ACTIVITY: Please write out every line of the material, leaving out any picture.

SUPPLIED DATA:
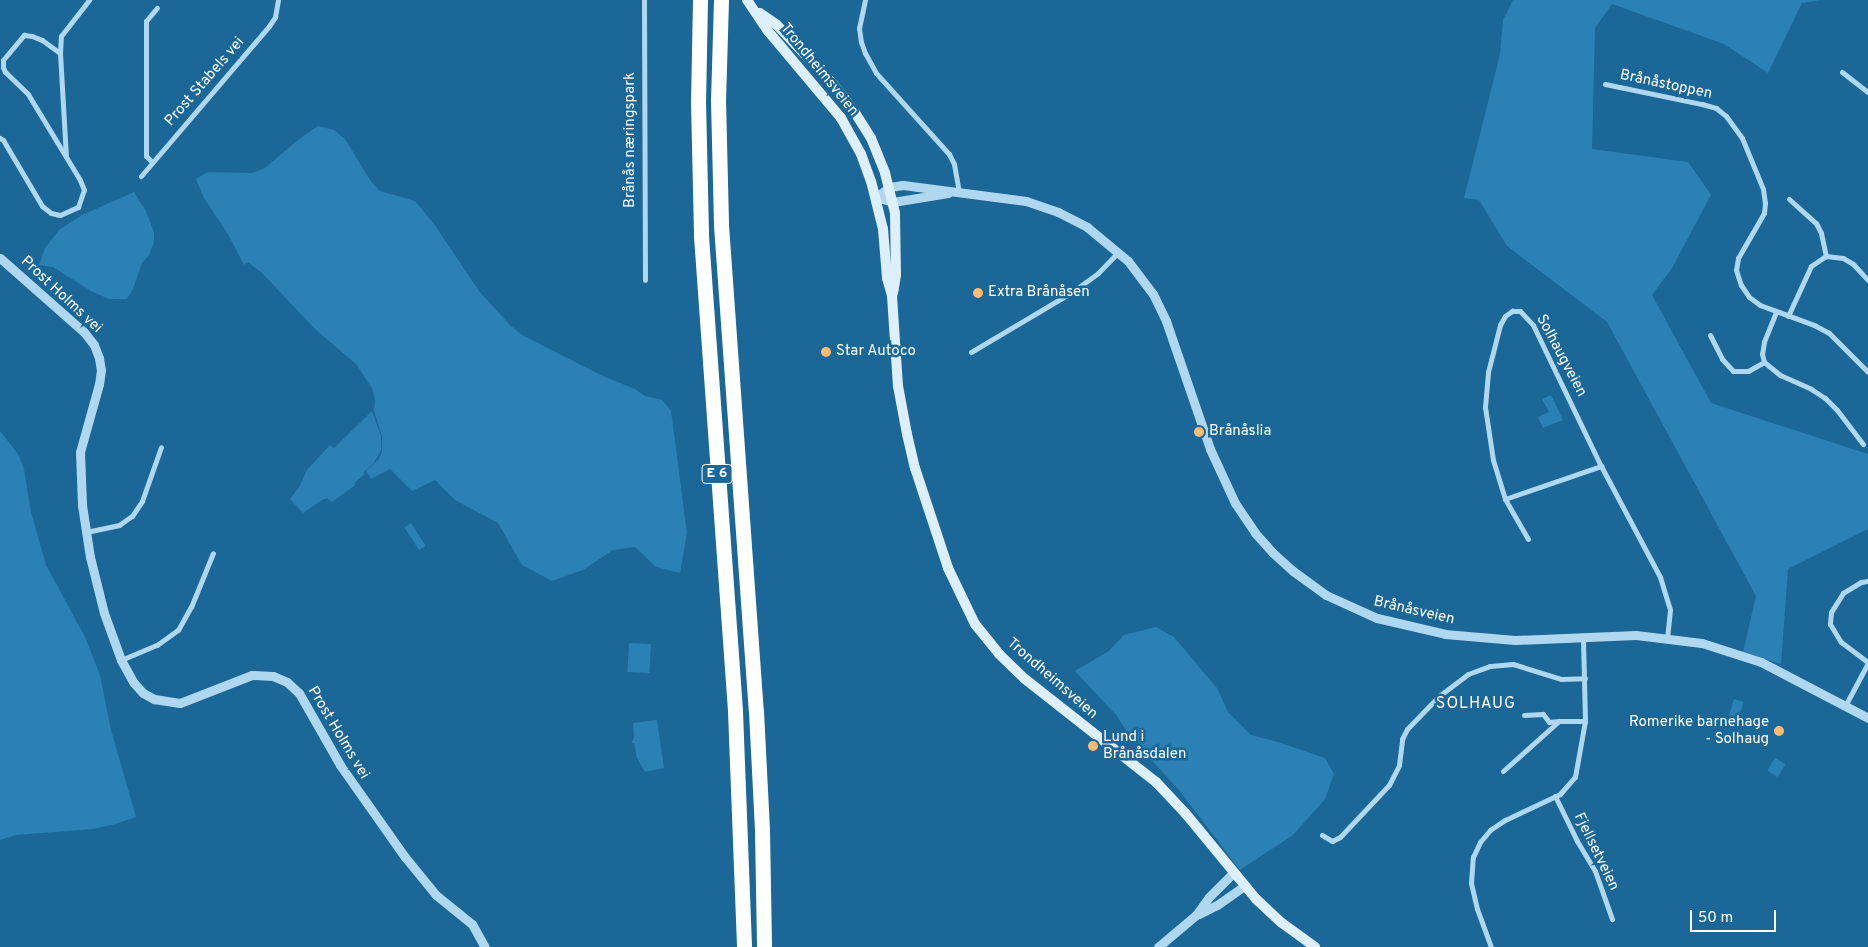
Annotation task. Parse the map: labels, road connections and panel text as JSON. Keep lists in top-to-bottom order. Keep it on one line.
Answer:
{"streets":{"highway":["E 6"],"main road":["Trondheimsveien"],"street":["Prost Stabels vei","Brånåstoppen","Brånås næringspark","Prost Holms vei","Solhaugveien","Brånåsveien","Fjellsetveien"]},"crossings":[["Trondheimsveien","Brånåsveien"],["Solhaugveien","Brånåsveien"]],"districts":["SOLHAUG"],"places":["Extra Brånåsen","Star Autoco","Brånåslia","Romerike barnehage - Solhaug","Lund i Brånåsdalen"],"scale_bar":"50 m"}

EXPECTED ANSWER:
Annotation task. Parse the map: labels, road connections and panel text as JSON. Keep lists in top-to-bottom order. Keep it on one line.
Answer:
{"streets":{"highway":["E 6"],"main road":["Trondheimsveien"],"street":["Prost Stabels vei","Brånåstoppen","Brånås næringspark","Prost Holms vei","Solhaugveien","Brånåsveien","Fjellsetveien"]},"crossings":[["Trondheimsveien","Brånåsveien"],["Solhaugveien","Brånåsveien"]],"districts":["SOLHAUG"],"places":["Extra Brånåsen","Star Autoco","Brånåslia","Romerike barnehage - Solhaug","Lund i Brånåsdalen"],"scale_bar":"50 m"}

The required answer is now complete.